Stored data
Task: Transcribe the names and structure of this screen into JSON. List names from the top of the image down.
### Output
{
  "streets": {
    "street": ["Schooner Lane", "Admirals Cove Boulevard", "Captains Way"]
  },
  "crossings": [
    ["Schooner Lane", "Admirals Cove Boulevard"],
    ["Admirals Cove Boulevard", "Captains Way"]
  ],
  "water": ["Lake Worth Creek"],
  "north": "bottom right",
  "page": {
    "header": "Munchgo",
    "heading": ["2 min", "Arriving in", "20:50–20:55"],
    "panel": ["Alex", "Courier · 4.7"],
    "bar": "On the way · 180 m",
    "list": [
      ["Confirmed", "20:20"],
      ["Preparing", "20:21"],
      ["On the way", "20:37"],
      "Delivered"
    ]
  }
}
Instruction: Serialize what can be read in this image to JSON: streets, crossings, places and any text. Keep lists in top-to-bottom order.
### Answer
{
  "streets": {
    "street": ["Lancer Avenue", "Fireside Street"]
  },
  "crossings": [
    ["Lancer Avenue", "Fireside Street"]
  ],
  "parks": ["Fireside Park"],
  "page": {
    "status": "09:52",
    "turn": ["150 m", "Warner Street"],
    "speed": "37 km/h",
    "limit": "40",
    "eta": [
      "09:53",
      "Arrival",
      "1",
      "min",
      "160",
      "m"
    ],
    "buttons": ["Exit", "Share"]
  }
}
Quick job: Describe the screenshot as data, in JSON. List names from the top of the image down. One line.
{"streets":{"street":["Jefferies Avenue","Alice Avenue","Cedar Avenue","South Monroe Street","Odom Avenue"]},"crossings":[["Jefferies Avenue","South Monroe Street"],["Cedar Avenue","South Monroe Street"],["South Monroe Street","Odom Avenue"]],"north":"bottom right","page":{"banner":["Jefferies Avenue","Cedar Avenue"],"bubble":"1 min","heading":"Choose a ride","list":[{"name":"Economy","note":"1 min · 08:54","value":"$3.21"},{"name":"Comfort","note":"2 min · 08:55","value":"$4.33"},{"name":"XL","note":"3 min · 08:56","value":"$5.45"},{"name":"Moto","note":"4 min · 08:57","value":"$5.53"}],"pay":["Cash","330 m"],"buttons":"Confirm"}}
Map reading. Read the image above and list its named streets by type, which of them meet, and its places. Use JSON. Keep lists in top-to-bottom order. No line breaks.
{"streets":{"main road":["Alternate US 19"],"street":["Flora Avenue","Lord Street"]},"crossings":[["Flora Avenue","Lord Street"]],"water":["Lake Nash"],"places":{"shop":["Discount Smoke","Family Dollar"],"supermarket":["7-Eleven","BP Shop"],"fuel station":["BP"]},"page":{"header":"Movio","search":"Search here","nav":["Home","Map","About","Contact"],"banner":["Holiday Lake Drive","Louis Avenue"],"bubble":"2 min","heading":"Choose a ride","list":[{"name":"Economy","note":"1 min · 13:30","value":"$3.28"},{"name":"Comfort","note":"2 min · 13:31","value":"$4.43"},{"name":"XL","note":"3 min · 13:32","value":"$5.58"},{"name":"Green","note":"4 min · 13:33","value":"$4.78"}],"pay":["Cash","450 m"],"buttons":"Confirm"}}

| YOUR TASK |
Return all lines in the data that include the word "this".

| OUTPUT OF THE TASK |
Task: Transcribe the names and structure of this screen into JSON. List names from the top of the image down.
Instruction: Serialize what can be read in this image to JSON: streets, crossings, places and any text. Keep lists in top-to-bottom order.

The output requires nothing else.